Time complexity of Uniform-cost search

Question

I am reading the book Artificial Intelligence: A Modern Approach. I came across this sentence describing the time complexity of uniform cost search:

Uniform-cost search is guided by path costs rather than depths, so its complexity is not easily characterized in terms of b and d. Instead, let C be the cost of the optimal solution, and assume that every action costs at least ε. Then the algorithm’s worst-case time and space complexity is O(b^(1+C/ε)), which can be much greater than b^d.
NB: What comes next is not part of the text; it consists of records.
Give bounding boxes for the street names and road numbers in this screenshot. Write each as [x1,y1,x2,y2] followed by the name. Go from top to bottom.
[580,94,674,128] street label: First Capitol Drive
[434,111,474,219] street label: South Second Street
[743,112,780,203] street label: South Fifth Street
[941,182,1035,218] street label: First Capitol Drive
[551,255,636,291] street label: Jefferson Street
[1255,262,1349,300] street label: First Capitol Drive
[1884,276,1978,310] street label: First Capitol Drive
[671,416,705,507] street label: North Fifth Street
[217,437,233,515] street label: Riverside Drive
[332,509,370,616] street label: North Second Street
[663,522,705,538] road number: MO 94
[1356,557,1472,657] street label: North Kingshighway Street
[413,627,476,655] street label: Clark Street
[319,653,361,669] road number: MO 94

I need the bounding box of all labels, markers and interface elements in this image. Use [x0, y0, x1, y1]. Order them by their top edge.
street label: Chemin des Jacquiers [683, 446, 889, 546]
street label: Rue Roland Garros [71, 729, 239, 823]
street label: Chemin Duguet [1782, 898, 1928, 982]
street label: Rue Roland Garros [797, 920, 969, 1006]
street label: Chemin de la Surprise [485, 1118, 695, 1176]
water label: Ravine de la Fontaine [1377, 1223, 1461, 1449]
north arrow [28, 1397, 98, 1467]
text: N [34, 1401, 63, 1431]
As to my understanding, C is the cost of the optimal solution, and every action costs at least ε, so that C/ε would be the number of steps taken to the destination. But I don't know how the complexity is derived.

Answer 1

templatetypedef's answer is somewhat incorrect. The +1 has nothing to do with the fact that the starting depth is 0. If every step cost is at least ε > 0, and the cost of optimal solution is C, then the maximum depth of the optimal solution occurs at floor(C / ε). But the worst case time/space complexity is in fact O(b^{(1+floor(C/ε)}). The +1 arises because in UCS, we only check whether a node is a goal when we select it for expansion, and not when we generate it (this is to ensure optimality). So in the worst case, we could potentially generate the entire level of nodes that comes after the goal node's residing level (this explains the +1). In comparison, BFS applies the goal test when nodes are generated, so there is no corresponding +1 factor. This is a very important point that he missed.